Durante os meses em que comandou o acampamento diário em frente à sede da PF na capital do Estado, Regina foi uma das coordenadoras do movimento, e atuou como porta-voz dos militantes, inclusive, em coletivas de imprensa.

Agora, com o novo cargo no Ministério do Trabalho, ela deve responder diretamente ao ministro do Trabalho e Emprego, Luiz Marinho. Regina deve coordenar as ações da pasta no Estado para atender às necessidades petistas.

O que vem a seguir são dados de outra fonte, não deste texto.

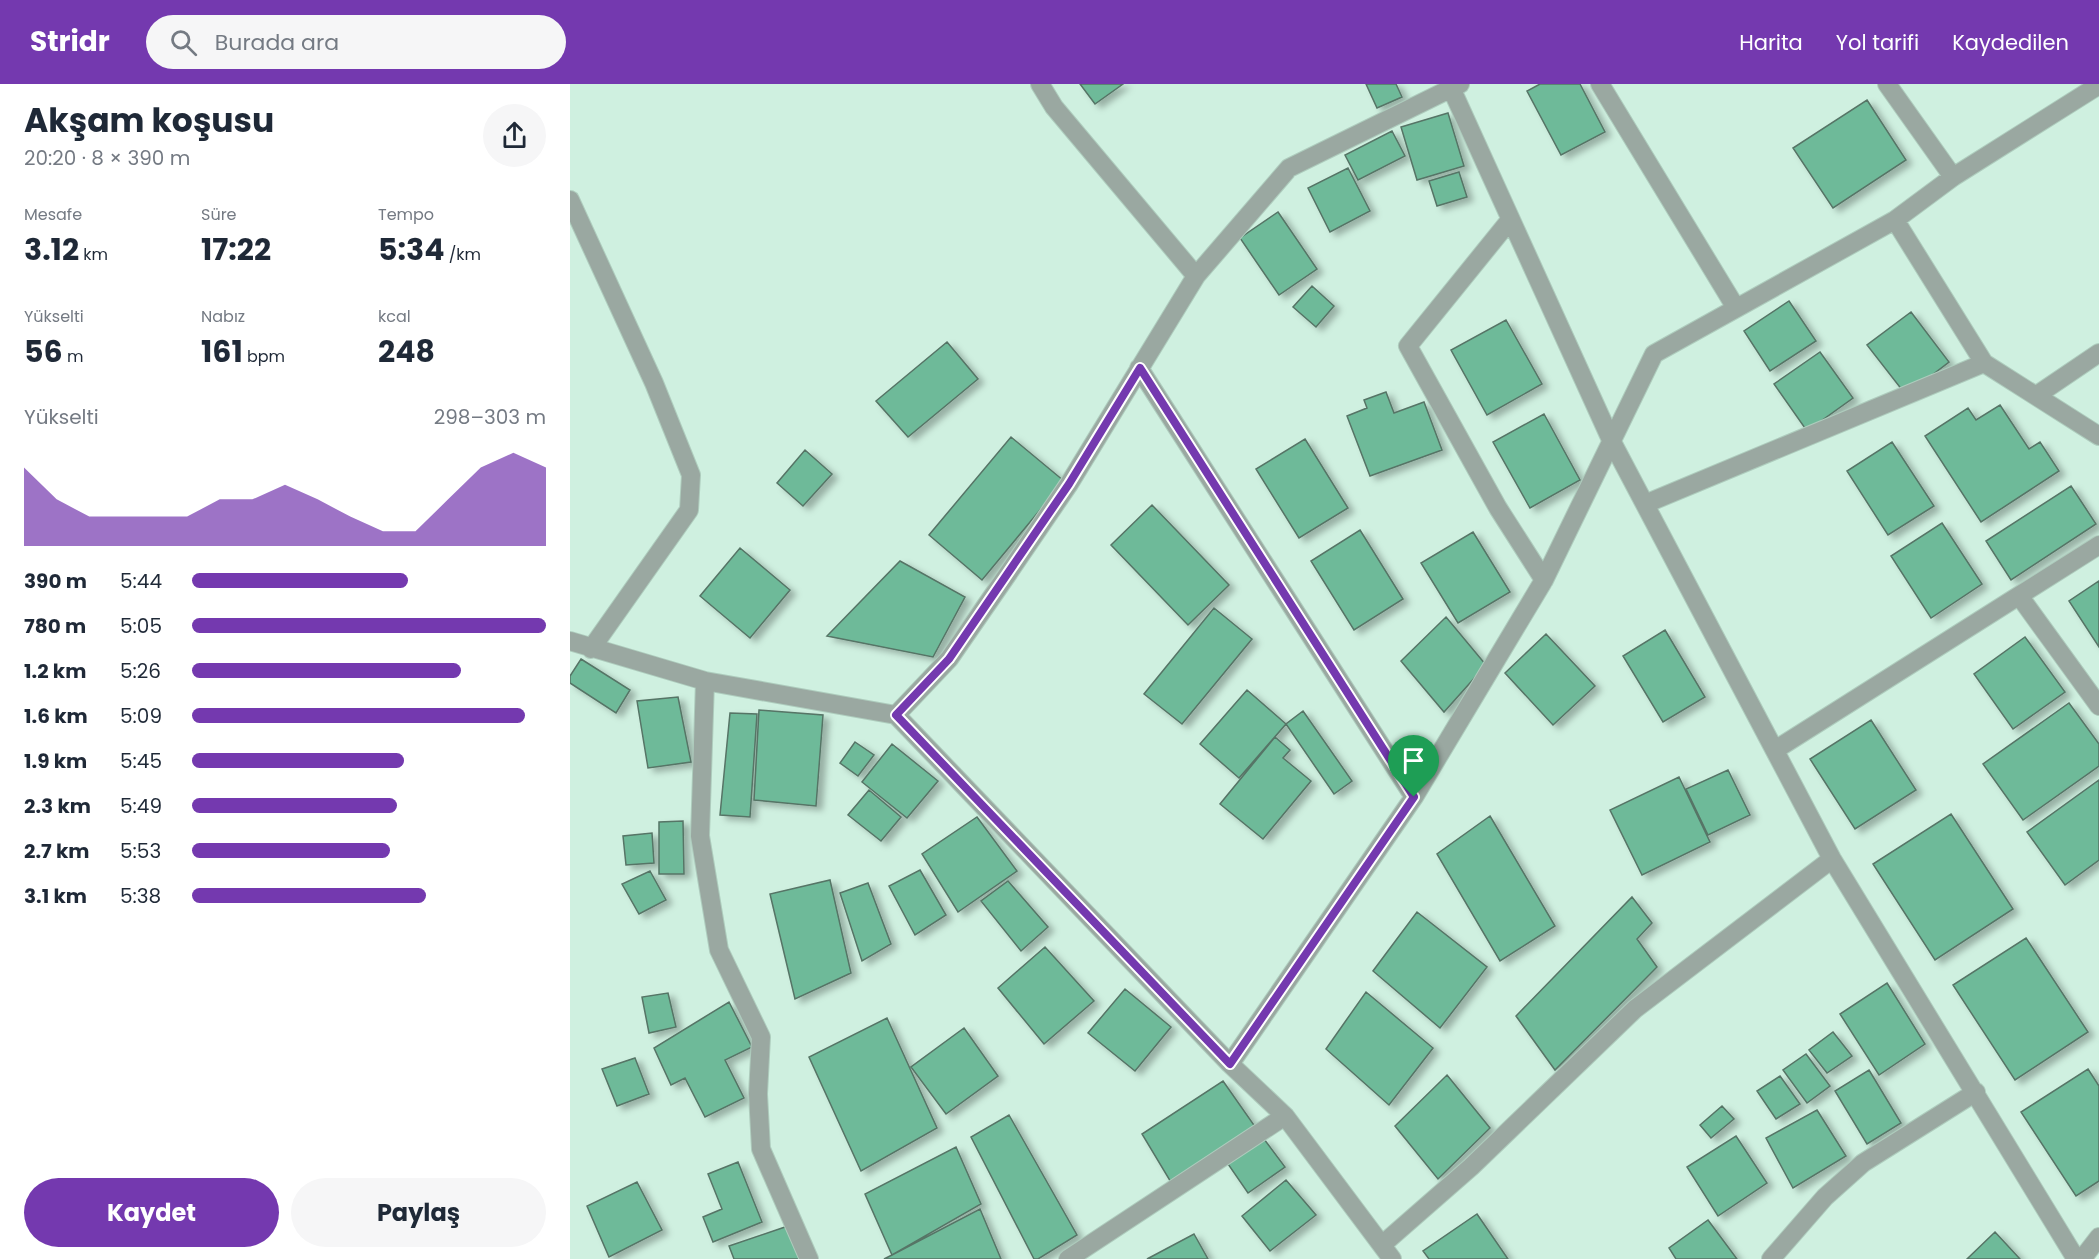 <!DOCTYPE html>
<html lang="tr">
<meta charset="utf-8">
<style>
body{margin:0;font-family:Poppins,sans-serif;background:#f6f6f7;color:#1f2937;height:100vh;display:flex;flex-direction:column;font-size:22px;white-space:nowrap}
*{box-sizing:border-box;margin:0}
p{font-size:20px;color:#747a83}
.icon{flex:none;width:33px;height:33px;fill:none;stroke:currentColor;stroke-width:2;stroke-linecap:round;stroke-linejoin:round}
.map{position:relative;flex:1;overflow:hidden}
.details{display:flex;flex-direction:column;background:#fff;width:570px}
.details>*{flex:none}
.pin{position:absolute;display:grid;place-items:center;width:51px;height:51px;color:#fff;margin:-62px -26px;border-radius:50% 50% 50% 0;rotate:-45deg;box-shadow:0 0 6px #0007}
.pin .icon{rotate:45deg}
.round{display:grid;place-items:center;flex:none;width:63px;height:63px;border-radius:32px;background:#f6f6f7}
.summary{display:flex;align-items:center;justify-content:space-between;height:102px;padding:0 24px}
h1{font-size:33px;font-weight:700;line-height:45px}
.stats{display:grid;grid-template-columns:repeat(3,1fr);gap:9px;height:102px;padding:6px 24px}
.stats div{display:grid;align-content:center}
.stats b{font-size:30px;font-weight:700}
.stats small{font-size:16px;font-weight:400}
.stats p{font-size:16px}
.chart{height:168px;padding:12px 24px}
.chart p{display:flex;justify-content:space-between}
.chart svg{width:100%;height:108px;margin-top:6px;fill:#7439af;opacity:.7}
.primary-button{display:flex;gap:12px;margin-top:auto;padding:12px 24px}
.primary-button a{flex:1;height:69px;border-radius:36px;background:#7439af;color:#fff;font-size:24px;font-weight:700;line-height:69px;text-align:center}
.primary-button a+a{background:#f6f6f7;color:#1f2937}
ul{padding:0 24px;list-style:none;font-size:20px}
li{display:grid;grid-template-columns:96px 72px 1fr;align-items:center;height:45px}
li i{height:15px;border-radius:8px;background:#7439af}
header{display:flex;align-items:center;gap:36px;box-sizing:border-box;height:84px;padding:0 30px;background:#7439af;color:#fff}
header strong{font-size:28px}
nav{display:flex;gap:33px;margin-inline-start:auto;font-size:21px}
.search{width:420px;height:54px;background:#f6f6f7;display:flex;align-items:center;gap:15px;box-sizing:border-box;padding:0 21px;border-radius:33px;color:#747a83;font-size:22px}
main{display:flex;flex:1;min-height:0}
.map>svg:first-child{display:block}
</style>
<header>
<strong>Stridr</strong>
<div class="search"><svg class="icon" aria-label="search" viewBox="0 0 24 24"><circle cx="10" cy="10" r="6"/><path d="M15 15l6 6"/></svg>Burada ara</div>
<nav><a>Harita</a><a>Yol tarifi</a><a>Kaydedilen</a></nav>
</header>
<main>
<section class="details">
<div class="summary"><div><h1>Akşam koşusu</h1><p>20:20 · 8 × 390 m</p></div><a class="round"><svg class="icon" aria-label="share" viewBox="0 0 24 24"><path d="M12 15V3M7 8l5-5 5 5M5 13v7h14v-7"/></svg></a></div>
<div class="stats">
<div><p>Mesafe</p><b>3.12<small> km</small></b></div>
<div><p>Süre</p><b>17:22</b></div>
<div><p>Tempo</p><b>5:34<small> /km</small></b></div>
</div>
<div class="stats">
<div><p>Yükselti</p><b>56<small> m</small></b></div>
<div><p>Nabız</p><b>161<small> bpm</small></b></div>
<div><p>kcal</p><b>248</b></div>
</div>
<div class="chart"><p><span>Yükselti</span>298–303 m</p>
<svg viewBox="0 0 160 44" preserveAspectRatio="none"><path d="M0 44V12L10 25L20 32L30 32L40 32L50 32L60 25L70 25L80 19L90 25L100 32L110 38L120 38L130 25L140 12L150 6L160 12V44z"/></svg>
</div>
<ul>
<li><b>390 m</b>5:44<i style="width:61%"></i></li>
<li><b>780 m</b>5:05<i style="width:100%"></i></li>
<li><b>1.2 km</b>5:26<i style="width:76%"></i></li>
<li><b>1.6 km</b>5:09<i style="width:94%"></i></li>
<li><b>1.9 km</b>5:45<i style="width:60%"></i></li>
<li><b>2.3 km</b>5:49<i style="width:58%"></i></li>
<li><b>2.7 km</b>5:53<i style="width:56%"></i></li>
<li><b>3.1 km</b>5:38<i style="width:66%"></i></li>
</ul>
<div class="primary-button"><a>Kaydet</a><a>Paylaş</a></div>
</section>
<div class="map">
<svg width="1529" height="1175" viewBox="0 0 1529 1175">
<defs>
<filter id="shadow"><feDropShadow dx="6" dy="4" stdDeviation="3" flood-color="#0004"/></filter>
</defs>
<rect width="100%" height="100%" fill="#cff0e0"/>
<path fill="#6eba99" stroke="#567466" stroke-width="1.5" filter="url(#shadow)" d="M 510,0 L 553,0 L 525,20 Z
M 796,0 L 826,0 L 832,13 L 807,24 Z
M 970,0 L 1010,0 L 1035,48 L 991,71 L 957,7 Z
M 1297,16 L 1336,76 L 1263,124 L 1223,64 Z
M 878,29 L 894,82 L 847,96 L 831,43 Z
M 822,47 L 835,72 L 788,96 L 775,71 Z
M 778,84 L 800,127 L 760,148 L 738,104 Z
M 889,88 L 897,113 L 867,122 L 859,97 Z
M 708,128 L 747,185 L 709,211 L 670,154 Z
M 742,202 L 764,222 L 746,243 L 723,223 Z
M 1219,217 L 1246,257 L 1200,287 L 1174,247 Z
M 1341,228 L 1379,278 L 1336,311 L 1297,261 Z
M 936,236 L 972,300 L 917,331 L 881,266 Z
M 377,258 L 408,295 L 338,353 L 306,317 Z
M 1250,268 L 1283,314 L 1237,347 L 1204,300 Z
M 816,308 L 824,329 L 854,318 L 872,366 L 800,392 L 777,332 L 797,324 L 794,316 Z
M 1430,321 L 1459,365 L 1470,358 L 1489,387 L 1411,438 L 1355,352 L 1398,324 L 1406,336 Z
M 974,330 L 1010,396 L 960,424 L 923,358 Z
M 441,353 L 494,397 L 412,496 L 359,451 Z
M 735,355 L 778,424 L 729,454 L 686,385 Z
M 1322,358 L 1364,422 L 1318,451 L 1277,387 Z
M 235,366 L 262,390 L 233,422 L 207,399 Z
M 1501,402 L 1526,440 L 1441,496 L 1416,457 Z
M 582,421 L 659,501 L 618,541 L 541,461 Z
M 1372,439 L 1412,500 L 1361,534 L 1321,472 Z
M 790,446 L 833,515 L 784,546 L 741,477 Z
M 903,448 L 940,508 L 888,539 L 851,479 Z
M 170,464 L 220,506 L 180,554 L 130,512 Z
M 330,477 L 395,513 L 363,573 L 257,552 Z
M 1529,497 L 1529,563 L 1499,517 Z
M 644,524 L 682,555 L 612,640 L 574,610 Z
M 876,533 L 916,581 L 874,628 L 831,577 Z
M 1095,546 L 1135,613 L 1093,638 L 1053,572 Z
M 976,550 L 1025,602 L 983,641 L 935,589 Z
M 1455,553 L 1495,608 L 1443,645 L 1404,590 Z
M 11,575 L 60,606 L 46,629 L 0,599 L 0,592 Z
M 677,606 L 716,640 L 669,694 L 630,660 Z
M 108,613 L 121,678 L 78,684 L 67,617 Z
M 1499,619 L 1529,660 L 1529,682 L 1453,736 L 1413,680 Z
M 189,626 L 253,631 L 246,722 L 184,716 Z
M 733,627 L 782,697 L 764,710 L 716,640 Z
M 160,629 L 187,630 L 180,733 L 150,731 Z
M 1301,636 L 1346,706 L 1285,745 L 1240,675 Z
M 705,653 L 720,666 L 713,674 L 741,697 L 693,755 L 650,720 Z
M 285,658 L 304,671 L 288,692 L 270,679 Z
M 322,660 L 368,697 L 337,734 L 292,698 Z
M 1158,686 L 1180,731 L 1138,751 L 1116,705 Z
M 1109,693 L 1140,758 L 1072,791 L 1040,726 Z
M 1529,696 L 1529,776 L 1495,801 L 1457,748 Z
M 299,706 L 331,733 L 311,757 L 278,731 Z
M 1381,730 L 1443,825 L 1365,876 L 1303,780 Z
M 920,732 L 985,842 L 930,877 L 867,770 Z
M 407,733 L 447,787 L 388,828 L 352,770 Z
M 113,737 L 114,790 L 89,790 L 89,738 Z
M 82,749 L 84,779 L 56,781 L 53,752 Z
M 350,786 L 376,831 L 345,851 L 319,802 Z
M 80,787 L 96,816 L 69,830 L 52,800 Z
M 260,796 L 281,889 L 225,915 L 200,810 Z
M 438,797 L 478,843 L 451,867 L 411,817 Z
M 298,799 L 321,860 L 292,877 L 270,809 Z
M 1062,813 L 1082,839 L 1067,855 L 1087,883 L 985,986 L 946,932 Z
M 847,828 L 917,883 L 870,944 L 803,887 Z
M 1456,854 L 1518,948 L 1445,996 L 1383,901 Z
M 475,863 L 524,917 L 474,960 L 428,904 Z
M 1317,899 L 1355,960 L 1309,991 L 1270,930 Z
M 555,905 L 601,943 L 565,987 L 518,949 Z
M 796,908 L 863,964 L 819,1021 L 756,965 Z
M 98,909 L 106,943 L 79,949 L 72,913 Z
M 159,918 L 182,963 L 155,976 L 174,1014 L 135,1033 L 115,994 L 101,1001 L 84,964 Z
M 317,934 L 367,1044 L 291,1087 L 239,973 Z
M 394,944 L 428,992 L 376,1030 L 341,983 Z
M 1263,948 L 1282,972 L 1257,989 L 1239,966 Z
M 1236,970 L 1260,1002 L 1237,1019 L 1213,986 Z
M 65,974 L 79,1010 L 47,1022 L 32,985 Z
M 1518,985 L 1529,1002 L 1529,1097 L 1506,1112 L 1451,1028 Z
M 1299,986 L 1331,1039 L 1297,1060 L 1265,1007 Z
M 877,991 L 920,1044 L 868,1095 L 825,1042 Z
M 1210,992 L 1230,1020 L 1206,1035 L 1187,1007 Z
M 653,997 L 686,1044 L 602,1100 L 572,1050 Z
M 1152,1022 L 1164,1035 L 1141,1054 L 1130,1041 Z
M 1247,1026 L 1276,1072 L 1223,1104 L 1196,1054 Z
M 439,1031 L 507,1151 L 468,1175 L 464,1175 L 401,1053 Z
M 1166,1052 L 1197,1099 L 1148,1132 L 1117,1083 Z
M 694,1055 L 715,1083 L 678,1109 L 658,1080 Z
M 386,1063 L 411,1120 L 322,1171 L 295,1110 Z
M 168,1078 L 192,1138 L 143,1158 L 133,1133 L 152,1125 L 138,1090 Z
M 716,1096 L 746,1131 L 700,1167 L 672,1132 Z
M 67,1098 L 92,1146 L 39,1173 L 17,1122 Z
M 410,1125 L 431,1175 L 314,1175 L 322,1171 Z
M 907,1130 L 938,1175 L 859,1175 L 853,1167 Z
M 1138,1136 L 1167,1175 L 1106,1175 L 1099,1164 Z
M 218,1142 L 230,1175 L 164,1175 L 159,1162 Z
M 1425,1148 L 1450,1175 L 1397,1175 Z
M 624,1150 L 638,1175 L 577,1175 Z"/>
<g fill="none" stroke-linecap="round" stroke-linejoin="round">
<defs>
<path id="minor" d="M 470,0 L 484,23 L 626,192
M 1030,0 L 1166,224
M 1317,0 L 1383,93
M 882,6 L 1042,358 L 1262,775 L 1506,1175
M 0,116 L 84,299 L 121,391 L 119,426 L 21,565
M 940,136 L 838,262 L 928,424 L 974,496
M 1325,136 L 1414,279 L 1529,352
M 569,284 L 844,713
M 1467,311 L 1529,269
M 1075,420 L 1414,279
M 1450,513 L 1529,622
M 0,557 L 135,597 L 326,631 L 660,980 L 715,1032 L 822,1175
M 135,597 L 130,752 L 149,866 L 191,953 L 188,1010 L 191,1065 L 239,1175
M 326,631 L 379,575 L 435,494 L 499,400 L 626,192 L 719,84 L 890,0
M 1205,666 L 1529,461
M 660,980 L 844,713 L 974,496 L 1084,270 L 1325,136 L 1383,93 L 1529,1
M 813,1160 L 901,1083 L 1065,925 L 1262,775
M 498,1175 L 715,1032
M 1201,1175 L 1255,1113 L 1293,1079 L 1406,1008
M 1512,1175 L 1529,1153"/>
</defs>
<use href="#minor" stroke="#aeccbd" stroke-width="20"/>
<use href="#minor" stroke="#9aa8a1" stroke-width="18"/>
</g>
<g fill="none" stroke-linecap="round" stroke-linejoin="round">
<defs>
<path id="route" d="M 570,284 L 844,713 L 660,980 L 326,631 L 379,575 L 499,400 Z"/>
</defs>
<use href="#route" stroke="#fff" stroke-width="12"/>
<use href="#route" stroke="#7439af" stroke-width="8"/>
</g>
</svg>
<div class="pin" style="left:844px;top:713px;background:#1e9e55"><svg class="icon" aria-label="arrive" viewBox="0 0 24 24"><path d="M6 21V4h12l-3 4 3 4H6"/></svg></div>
</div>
</main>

Ministério do Trabalho e outros órgãos aparelhados

Esse não é um caso isolado no governo Lula. Oeste já mostrou que Dilma Rousseff, quando assumiu a Presidência, espantou-se com o mapa dos cargos de confiança no governo que chegara às mãos do então chefe da Casa Civil, Antonio Palocci. “À época, o PT havia indicado mais de 1,3 mil assessores comissionados — metade deles como cota da CUT.”

Ministério do Trabalho
Foto: Reprodução/Redes sociais

No ano passado, toda a estrutura de cargos, funções e gratificações na administração pública foi reformulada, por meio de uma medida provisória assinada por Jair Bolsonaro. Passaram a se chamar Cargos Comissionados Executivos (CCE) e Funções Comissionadas Executivas (FCE).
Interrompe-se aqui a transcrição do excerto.